● **DATA FOR THIS TASK**
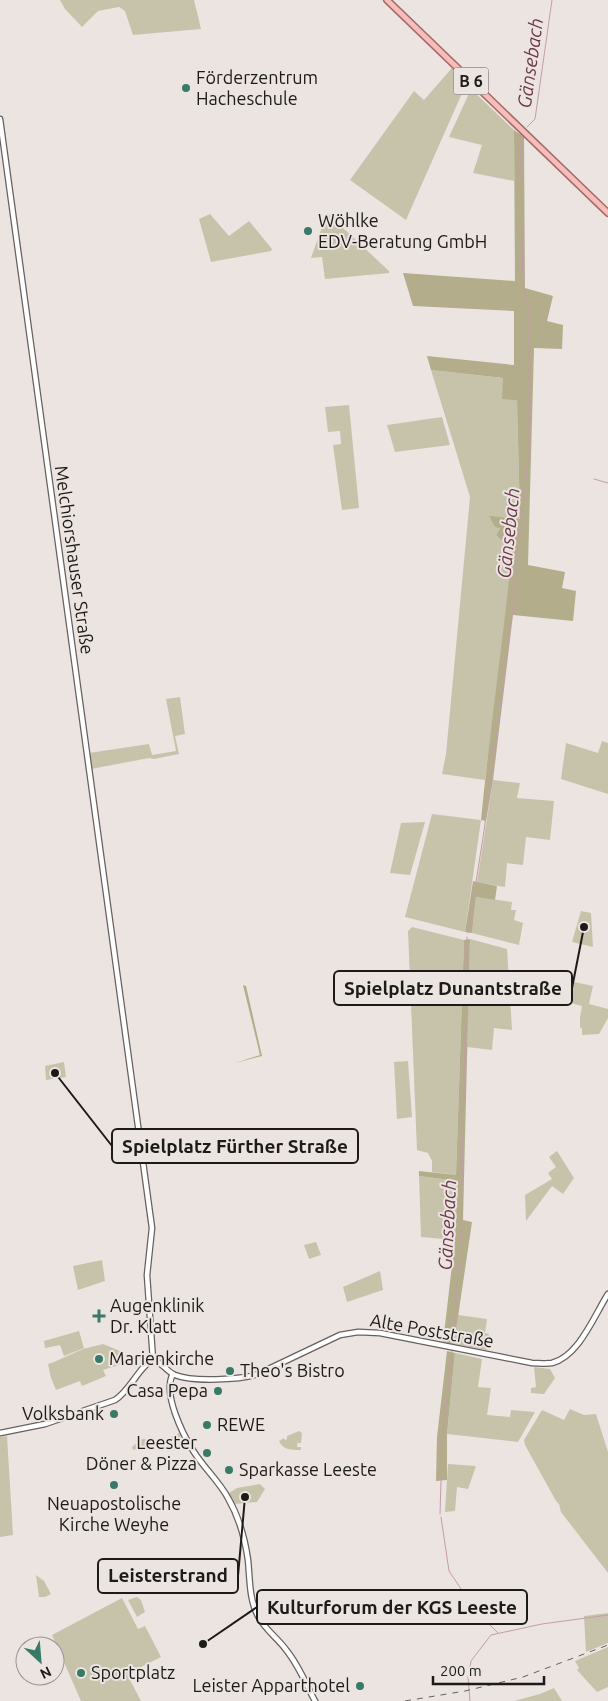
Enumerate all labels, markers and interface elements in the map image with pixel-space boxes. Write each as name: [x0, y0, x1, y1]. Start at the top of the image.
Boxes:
water label: Gänsebach: [513, 16, 547, 110]
place label: Förderzentrum Hacheschule: [196, 67, 318, 108]
road number: B 6: [454, 68, 488, 94]
marker: Förderzentrum Hacheschule: [180, 82, 192, 94]
place label: Wöhlke EDV-Beratung GmbH: [318, 210, 487, 251]
marker: Wöhlke EDV-Beratung GmbH: [302, 225, 314, 237]
street label: Melchiorshauser Straße: [52, 464, 98, 655]
water label: Gänsebach: [492, 487, 524, 579]
callout: Spielplatz Dunantstraße: [334, 971, 572, 1005]
text: Spielplatz Dunantstraße: [344, 977, 562, 999]
callout: Spielplatz Fürther Straße: [112, 1129, 358, 1163]
text: Spielplatz Fürther Straße: [122, 1135, 348, 1157]
water label: Gänsebach: [434, 1179, 460, 1271]
place label: Augenklinik Dr. Klatt: [110, 1295, 204, 1336]
marker: Augenklinik Dr. Klatt: [92, 1309, 106, 1323]
street label: Alte Poststraße: [369, 1309, 496, 1351]
place label: Marienkirche: [109, 1348, 214, 1368]
marker: Marienkirche: [93, 1353, 105, 1365]
place label: Theo's Bistro: [240, 1360, 345, 1380]
marker: Theo's Bistro: [224, 1365, 236, 1377]
place label: Casa Pepa: [126, 1380, 208, 1400]
marker: Casa Pepa: [212, 1385, 224, 1397]
place label: Volksbank: [22, 1403, 104, 1423]
marker: Volksbank: [108, 1408, 120, 1420]
place label: REWE: [217, 1414, 265, 1434]
marker: REWE: [201, 1419, 213, 1431]
place label: Leester Döner & Pizza: [86, 1432, 197, 1473]
marker: Leester Döner & Pizza: [201, 1447, 213, 1459]
place label: Sparkasse Leeste: [239, 1459, 377, 1479]
marker: Sparkasse Leeste: [223, 1464, 235, 1476]
marker: Neuapostolische Kirche Weyhe: [108, 1479, 120, 1491]
place label: Neuapostolische Kirche Weyhe: [47, 1493, 181, 1534]
callout: Leisterstrand: [98, 1559, 238, 1593]
text: Leisterstrand: [108, 1564, 228, 1586]
callout: Kulturforum der KGS Leeste: [257, 1590, 527, 1624]
text: Kulturforum der KGS Leeste: [267, 1596, 517, 1618]
north arrow: [15, 1636, 65, 1686]
scale bar: [433, 1654, 544, 1686]
place label: Sportplatz: [91, 1662, 175, 1682]
text: 200 m: [440, 1662, 482, 1679]
text: N: [37, 1663, 54, 1682]
marker: Sportplatz: [75, 1667, 87, 1679]
place label: Leister Apparthotel: [192, 1675, 350, 1695]
marker: Leister Apparthotel: [354, 1680, 366, 1692]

● **REQUIRED ACTION**
Wherever the string "Apparthotel" is found in the entries, copy the line it sits in.

● **PROBLEM SOLUTION**
place label: Leister Apparthotel: [192, 1675, 350, 1695]
marker: Leister Apparthotel: [354, 1680, 366, 1692]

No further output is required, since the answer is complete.